Increasing the number of stat calls required for a successful import is a good reason to close the submitted PR, but I'm not sure it's a good reason to close the *issue*, as there may be other ways to solve it that don't result in an extra stat call for every successful cache hit.

Restating the problem: the pyc file format currently discards the fractional portion of the source file mtime. This means that even if the source filesystem offers a better than 1 second timestamp resolution, the bytecode cache doesn't.

So I think it's worth asking ourselves what would happen if, instead of storing the source mtime as an integer directly, we instead stored "int(mtime * N) & 0xFFFF".
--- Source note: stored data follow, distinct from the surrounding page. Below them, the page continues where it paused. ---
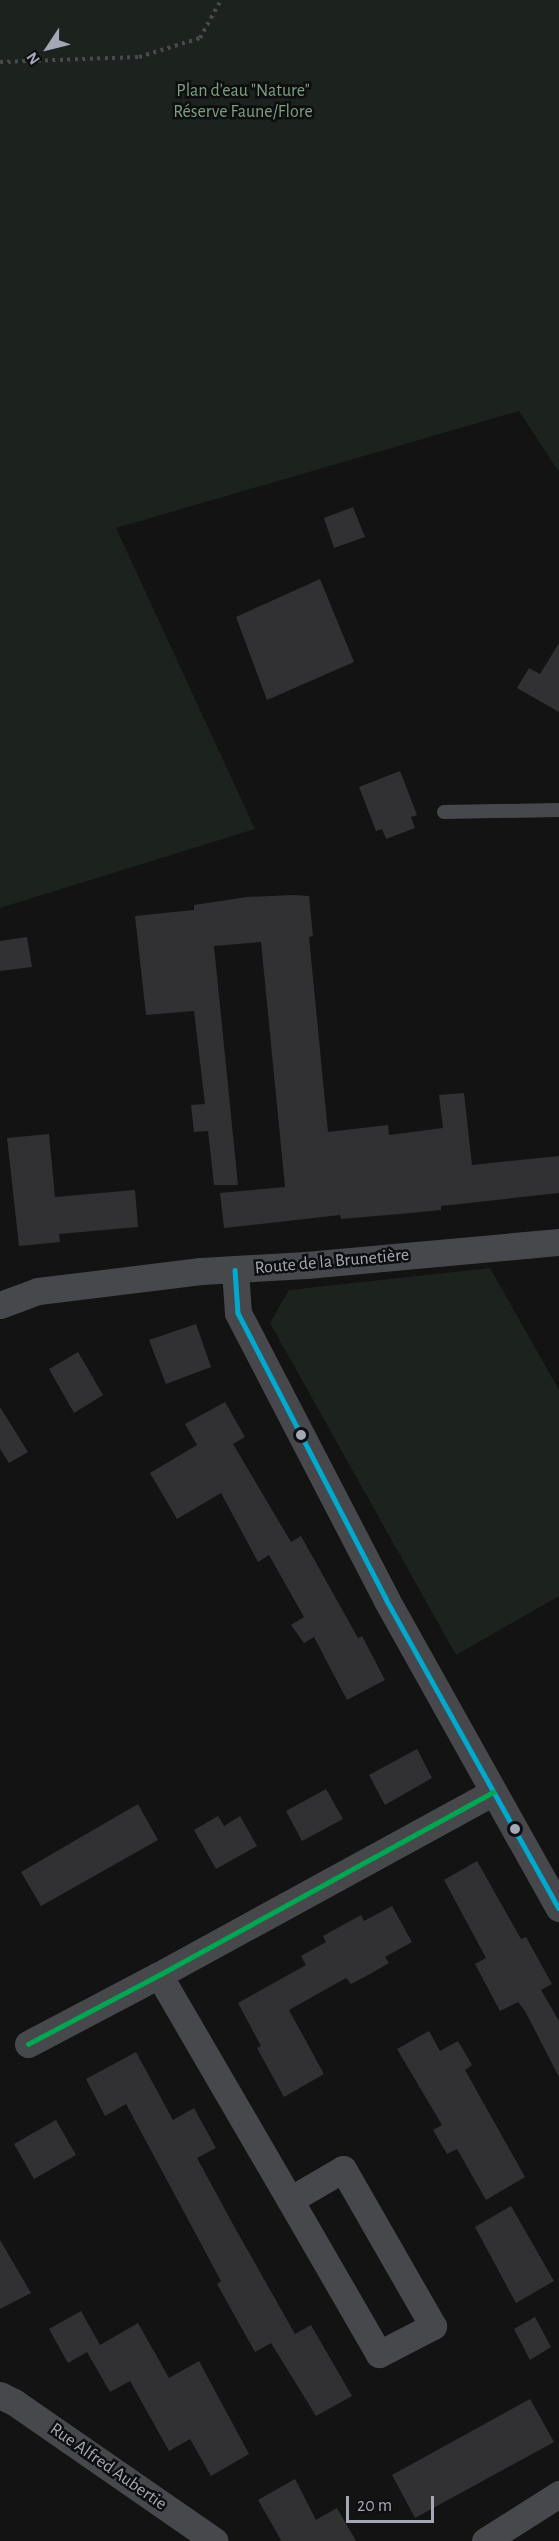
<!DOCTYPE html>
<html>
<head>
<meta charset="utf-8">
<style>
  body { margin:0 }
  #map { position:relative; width:559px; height:2541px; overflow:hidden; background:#131313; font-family:"Alegreya Sans",sans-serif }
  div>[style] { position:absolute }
  .green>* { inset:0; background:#1c221d }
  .building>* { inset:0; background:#313133 }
  .path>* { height:4px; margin-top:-2px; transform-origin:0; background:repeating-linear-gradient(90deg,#494a4e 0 3px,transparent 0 7.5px) }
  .lane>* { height:14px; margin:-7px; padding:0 7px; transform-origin:7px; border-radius:7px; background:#47484c }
  .street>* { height:27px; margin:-13.5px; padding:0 13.5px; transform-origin:13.5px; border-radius:13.5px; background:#47484c }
  .bus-1>* { height:4.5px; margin:-2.25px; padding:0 2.25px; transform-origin:2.25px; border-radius:2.25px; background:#00a9ce }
  .bus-2>* { height:4.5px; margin:-2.25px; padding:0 2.25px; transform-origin:2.25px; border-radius:2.25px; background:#00a651 }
  .dots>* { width:16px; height:16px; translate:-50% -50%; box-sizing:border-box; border:3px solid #0e0d0f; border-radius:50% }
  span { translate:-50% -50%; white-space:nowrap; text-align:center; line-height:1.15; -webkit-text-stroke:5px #0e0d0f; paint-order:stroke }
  .park-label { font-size:18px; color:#7aa080 }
  .street-label { font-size:18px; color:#a4a8b5 }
  .north { position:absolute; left:18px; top:18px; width:60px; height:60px; -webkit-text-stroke:4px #0e0d0f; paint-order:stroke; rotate:235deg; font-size:16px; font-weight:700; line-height:24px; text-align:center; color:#a4a8b5 }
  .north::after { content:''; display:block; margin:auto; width:21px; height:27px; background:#a4a8b5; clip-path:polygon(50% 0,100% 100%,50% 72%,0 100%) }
  .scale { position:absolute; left:346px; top:2496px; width:88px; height:27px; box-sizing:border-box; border:3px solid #a4a8b5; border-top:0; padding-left:8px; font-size:18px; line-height:21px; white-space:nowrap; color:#a4a8b5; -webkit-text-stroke:4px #0e0d0f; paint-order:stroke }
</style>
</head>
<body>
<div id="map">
  <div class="green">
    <div style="clip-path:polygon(0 0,559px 0,559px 472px,519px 411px,116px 528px,255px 829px,0 908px)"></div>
    <div style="clip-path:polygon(490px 1268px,559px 1390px,559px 1596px,456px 1655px,270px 1323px,289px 1290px)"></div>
  </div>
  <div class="building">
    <div style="clip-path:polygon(353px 507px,365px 537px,334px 548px,324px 518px)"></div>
    <div style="clip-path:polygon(320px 579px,354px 662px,267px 700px,236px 617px)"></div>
    <div style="clip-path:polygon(559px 643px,559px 712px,517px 688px,529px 668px,540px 674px)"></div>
    <div style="clip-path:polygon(400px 771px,417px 815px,411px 817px,415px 828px,386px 839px,382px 829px,376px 831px,359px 787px)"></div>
    <div style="clip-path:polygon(293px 895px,309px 896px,313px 936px,309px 937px,328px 1132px,388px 1125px,389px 1135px,443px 1128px,439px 1095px,464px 1093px,472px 1165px,559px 1156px,559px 1193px,441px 1206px,441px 1210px,411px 1213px,341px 1219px,340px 1215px,224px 1228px,220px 1193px,285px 1187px,261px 942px,214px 946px,238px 1185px,214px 1185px,208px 1131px,194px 1132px,191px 1105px,205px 1104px,194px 1011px,146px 1015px,135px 916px,194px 910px,194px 905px,247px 897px)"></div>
    <div style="clip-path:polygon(27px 937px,32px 967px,0 971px,0 941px)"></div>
    <div style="clip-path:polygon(49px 1134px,55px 1197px,135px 1190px,138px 1227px,59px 1234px,60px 1242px,19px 1246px,7px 1138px)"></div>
    <div style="clip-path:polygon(196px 1324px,211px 1367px,166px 1384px,149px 1340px)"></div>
    <div style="clip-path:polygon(78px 1352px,103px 1395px,74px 1413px,49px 1369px)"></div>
    <div style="clip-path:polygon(225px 1402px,245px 1437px,233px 1444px,291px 1542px,301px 1536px,358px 1638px,362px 1636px,385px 1680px,347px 1700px,314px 1637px,304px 1643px,291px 1625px,304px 1617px,269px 1555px,258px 1562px,221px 1493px,177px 1519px,150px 1473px,197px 1445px,185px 1424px)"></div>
    <div style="clip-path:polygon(0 1407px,28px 1452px,9px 1463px,0 1449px)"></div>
    <div style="clip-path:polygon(417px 1749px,432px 1778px,385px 1805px,369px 1775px)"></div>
    <div style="clip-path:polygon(326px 1789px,343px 1819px,302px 1841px,286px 1811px)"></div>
    <div style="clip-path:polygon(138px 1804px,158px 1840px,41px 1906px,21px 1872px)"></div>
    <div style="clip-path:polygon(218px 1816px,224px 1826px,240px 1816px,257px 1846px,216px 1869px,194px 1830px)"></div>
    <div style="clip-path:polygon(477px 1861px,521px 1939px,526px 1937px,552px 1984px,541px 1990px,559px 2021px,559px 2077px,525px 2011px,518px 2002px,500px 2011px,475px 1964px,486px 1958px,444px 1880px)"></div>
    <div style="clip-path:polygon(392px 1906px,412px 1942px,385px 1957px,389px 1963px,370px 1974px,351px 1984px,346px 1978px,289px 2010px,324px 2074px,284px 2097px,257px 2048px,261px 2046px,238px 2003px,306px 1965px,301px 1956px,326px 1942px,323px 1936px,361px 1915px,364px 1921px)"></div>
    <div style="clip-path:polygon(429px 2031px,440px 2051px,458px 2041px,472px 2065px,465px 2070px,525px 2177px,486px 2200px,457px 2149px,447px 2154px,433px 2130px,442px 2125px,397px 2049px)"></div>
    <div style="clip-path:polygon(136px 2052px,173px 2120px,194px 2108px,216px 2148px,197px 2158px,235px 2228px,295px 2334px,311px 2325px,352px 2396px,316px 2416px,271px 2343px,255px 2352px,217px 2284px,221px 2281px,126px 2104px,105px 2116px,86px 2079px)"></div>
    <div style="clip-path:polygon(56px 2120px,76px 2155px,34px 2179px,14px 2144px)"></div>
    <div style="clip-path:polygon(511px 2206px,554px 2281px,516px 2303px,475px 2227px)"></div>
    <div style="clip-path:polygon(0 2240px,31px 2293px,0 2309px)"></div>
    <div style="clip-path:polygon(81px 2311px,100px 2345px,138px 2323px,169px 2378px,199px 2361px,249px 2454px,211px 2476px,190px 2439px,169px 2451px,130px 2381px,110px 2392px,87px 2352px,68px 2363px,49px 2329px)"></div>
    <div style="clip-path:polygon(535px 2317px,551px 2347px,530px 2360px,514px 2329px)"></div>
    <div style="clip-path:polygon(530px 2399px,554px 2442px,415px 2518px,392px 2475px)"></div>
    <div style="clip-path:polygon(295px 2479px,316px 2520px,337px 2508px,356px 2541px,279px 2541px,281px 2540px,258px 2500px)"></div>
  </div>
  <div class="path">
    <div style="left:0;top:62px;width:139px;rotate:-2.1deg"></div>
    <div style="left:139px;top:57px;width:64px;rotate:-17.3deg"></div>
    <div style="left:200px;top:38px;width:43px;rotate:-61.1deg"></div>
  </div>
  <div class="lane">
    <div style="left:444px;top:812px;width:115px;rotate:-1deg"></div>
  </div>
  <div class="street">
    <div style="left:235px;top:1270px;width:43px;rotate:86deg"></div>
    <div style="left:238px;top:1313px;width:322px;rotate:62.6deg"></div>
    <div style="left:386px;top:1599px;width:354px;rotate:60.8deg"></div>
    <div style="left:0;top:1305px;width:40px;rotate:-20.2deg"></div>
    <div style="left:38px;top:1291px;width:164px;rotate:-7deg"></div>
    <div style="left:201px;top:1271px;width:105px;rotate:-3.3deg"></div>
    <div style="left:306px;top:1265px;width:254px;rotate:-5.2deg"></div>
    <div style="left:159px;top:1975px;width:260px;rotate:59.8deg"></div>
    <div style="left:290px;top:2200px;width:178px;rotate:60deg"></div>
    <div style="left:379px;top:2354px;width:61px;rotate:-27.4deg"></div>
    <div style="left:433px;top:2326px;width:181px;rotate:-119.8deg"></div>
    <div style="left:343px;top:2169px;width:61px;rotate:149.7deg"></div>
    <div style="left:28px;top:2044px;width:148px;rotate:-27.8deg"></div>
    <div style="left:159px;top:1975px;width:381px;rotate:-28.7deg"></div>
    <div style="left:0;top:2395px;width:16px;rotate:27deg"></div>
    <div style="left:14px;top:2402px;width:244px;rotate:34.7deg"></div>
    <div style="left:485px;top:2541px;width:88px;rotate:-32.4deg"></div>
  </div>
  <div class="bus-1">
    <div style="left:235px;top:1270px;width:43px;rotate:86deg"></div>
    <div style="left:238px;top:1313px;width:322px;rotate:62.6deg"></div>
    <div style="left:386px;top:1599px;width:354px;rotate:60.8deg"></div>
  </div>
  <div class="bus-2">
    <div style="left:28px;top:2044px;width:148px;rotate:-27.8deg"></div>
    <div style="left:159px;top:1975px;width:381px;rotate:-28.7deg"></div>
  </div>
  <div class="dots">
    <div style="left:301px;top:1435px;background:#a4a8b5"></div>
    <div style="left:515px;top:1829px;background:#a4a8b5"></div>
  </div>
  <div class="park-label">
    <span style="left:243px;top:102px">Plan d'eau "Nature"<br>Réserve Faune/Flore</span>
  </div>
  <div class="street-label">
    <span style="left:332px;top:1262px;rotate:-5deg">Route de la Brunetière</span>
    <span style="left:108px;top:2467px;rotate:35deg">Rue Alfred Aubertie</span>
  </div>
  <div class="north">N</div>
  <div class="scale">20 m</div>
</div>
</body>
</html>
The source timestamp is stored in a 32-bit field, so the current pyc format is technically already subject to a variant of the 2038 epoch problem (i.e. it will wrap in 2106 and start re-using timestamps). We just don't care, since the only impact is that there's a tiny risk that we'll fail to recompile an updated source file if it hasn't changed size and we try importing it at exactly the wrong time. That window is currently 1 second every ~136 years.

That means we have a trade-off available between the size of each individual "erroneous cache hit" window, and how often we encounter that window. Some examples:

N=2: 500 ms window every ~68 years
N=10: 100 ms window every ~13.6 years
N=100: 10 ms window every ~1.36 years
N=1000: 1 ms window every ~7 weeks (~0.136 years)
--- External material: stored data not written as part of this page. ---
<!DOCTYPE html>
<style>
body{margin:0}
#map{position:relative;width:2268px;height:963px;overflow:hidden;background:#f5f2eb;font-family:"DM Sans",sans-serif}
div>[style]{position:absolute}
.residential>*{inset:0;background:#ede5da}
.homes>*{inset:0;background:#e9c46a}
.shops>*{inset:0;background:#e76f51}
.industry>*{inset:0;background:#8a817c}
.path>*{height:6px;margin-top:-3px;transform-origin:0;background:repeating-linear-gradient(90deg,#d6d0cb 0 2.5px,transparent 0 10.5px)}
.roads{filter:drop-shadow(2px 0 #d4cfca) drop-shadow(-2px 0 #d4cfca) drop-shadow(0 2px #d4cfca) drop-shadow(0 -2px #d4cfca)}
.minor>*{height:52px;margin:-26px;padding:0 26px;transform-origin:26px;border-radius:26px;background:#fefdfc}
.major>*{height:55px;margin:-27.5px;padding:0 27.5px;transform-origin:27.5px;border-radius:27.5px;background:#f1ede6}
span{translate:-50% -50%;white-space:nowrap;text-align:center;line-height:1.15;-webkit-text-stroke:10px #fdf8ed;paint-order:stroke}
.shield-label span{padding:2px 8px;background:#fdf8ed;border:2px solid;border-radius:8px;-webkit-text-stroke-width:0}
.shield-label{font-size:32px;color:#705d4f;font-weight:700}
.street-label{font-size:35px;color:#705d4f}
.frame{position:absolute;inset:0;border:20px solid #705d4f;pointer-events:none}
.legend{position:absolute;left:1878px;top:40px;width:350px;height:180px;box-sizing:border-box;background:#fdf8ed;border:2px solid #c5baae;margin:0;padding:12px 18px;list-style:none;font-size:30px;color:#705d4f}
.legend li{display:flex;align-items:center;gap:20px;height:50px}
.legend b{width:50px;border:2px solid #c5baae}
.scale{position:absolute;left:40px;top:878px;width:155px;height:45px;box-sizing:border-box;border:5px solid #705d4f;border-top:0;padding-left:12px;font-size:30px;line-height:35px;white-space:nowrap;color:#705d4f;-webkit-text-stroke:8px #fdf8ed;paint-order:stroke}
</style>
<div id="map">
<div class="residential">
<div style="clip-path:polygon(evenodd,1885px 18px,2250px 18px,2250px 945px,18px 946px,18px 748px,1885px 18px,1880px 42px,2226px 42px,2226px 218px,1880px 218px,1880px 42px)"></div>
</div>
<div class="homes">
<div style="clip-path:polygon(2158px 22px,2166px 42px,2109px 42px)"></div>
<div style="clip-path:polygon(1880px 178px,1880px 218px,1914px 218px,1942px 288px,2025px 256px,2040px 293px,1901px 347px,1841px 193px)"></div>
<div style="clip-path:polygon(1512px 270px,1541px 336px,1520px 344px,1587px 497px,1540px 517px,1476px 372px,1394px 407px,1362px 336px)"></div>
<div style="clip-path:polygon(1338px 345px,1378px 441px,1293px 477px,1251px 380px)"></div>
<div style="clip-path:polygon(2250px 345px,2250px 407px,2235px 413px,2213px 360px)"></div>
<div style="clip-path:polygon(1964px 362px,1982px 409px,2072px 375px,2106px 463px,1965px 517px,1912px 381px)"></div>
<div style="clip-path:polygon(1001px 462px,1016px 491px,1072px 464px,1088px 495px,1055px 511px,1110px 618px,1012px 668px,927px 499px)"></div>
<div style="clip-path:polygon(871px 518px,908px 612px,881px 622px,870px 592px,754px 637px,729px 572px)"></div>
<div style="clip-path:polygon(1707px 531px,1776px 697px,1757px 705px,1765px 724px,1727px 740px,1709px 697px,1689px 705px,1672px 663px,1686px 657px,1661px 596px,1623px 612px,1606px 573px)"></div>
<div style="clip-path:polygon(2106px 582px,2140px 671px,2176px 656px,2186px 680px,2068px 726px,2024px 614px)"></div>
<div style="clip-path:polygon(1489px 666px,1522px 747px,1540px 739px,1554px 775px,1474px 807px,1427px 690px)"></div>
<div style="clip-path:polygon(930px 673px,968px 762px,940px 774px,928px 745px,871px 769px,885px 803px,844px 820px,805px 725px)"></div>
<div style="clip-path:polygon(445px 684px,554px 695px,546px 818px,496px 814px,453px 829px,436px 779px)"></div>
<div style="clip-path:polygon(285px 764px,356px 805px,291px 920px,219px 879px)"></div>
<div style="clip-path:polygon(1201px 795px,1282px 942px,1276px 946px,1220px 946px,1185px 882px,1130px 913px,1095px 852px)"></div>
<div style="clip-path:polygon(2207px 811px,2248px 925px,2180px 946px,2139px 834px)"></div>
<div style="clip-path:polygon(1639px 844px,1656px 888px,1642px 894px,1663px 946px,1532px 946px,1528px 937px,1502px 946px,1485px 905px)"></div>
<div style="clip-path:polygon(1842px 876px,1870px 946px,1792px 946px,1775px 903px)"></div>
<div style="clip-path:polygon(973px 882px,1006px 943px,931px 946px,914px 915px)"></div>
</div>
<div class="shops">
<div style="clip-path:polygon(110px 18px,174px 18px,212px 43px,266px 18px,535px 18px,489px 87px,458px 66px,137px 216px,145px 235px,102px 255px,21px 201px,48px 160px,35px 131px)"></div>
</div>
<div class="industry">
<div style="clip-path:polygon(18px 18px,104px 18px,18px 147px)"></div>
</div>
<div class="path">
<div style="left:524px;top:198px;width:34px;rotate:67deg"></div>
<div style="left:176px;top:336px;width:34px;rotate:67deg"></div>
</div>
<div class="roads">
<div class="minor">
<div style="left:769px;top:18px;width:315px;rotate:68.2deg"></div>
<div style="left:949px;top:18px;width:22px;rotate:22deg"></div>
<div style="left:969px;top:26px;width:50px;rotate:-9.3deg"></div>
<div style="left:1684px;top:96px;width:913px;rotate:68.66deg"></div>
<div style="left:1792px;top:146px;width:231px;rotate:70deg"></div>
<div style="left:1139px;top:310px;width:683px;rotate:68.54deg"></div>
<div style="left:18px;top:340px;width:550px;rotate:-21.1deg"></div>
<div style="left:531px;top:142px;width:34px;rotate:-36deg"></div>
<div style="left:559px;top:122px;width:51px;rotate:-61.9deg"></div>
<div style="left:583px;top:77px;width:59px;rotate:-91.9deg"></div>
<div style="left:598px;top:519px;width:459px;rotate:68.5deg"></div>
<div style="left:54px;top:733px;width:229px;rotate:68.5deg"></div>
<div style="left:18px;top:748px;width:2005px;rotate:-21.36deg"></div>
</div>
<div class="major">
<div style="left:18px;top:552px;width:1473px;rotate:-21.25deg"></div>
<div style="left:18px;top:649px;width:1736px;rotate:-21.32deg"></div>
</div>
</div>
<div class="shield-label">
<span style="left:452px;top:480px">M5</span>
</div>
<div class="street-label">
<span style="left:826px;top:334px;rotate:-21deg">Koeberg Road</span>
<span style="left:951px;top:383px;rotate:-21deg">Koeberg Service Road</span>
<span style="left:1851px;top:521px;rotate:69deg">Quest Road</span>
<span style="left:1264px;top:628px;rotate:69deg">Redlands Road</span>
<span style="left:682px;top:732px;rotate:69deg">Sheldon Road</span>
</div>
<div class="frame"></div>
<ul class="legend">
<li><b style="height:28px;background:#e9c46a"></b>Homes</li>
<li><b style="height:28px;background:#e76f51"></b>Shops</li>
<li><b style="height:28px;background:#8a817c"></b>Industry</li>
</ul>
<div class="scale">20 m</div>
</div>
The odds of a file being in exactly 7 weeks time after it was last compiled (down to the millisecond) *and* being different without changing size are going to be lower that those of a single (or N) character change being made *right now* (e.g. fixing a typo in a variable name that transposed characters, or got a letter wrong).

A case where problems with the status quo could be most plausibly encountered is when a text editor with autosave configured is combined with a testing web service with hot reloading configured.

Don't get me wrong, I think the odds of that actually happening are already very low, and the human fix is simple (make another edit, save the source file again, and grumble about computers not seeing changes that are right in front of them).


However, encountering problems with an N=100 or N=1000 multiplier seems even more implausible to me, and in cases where it was deemed a concern, PEP 552's hash-based caching seems a solution people should be looking at anyway.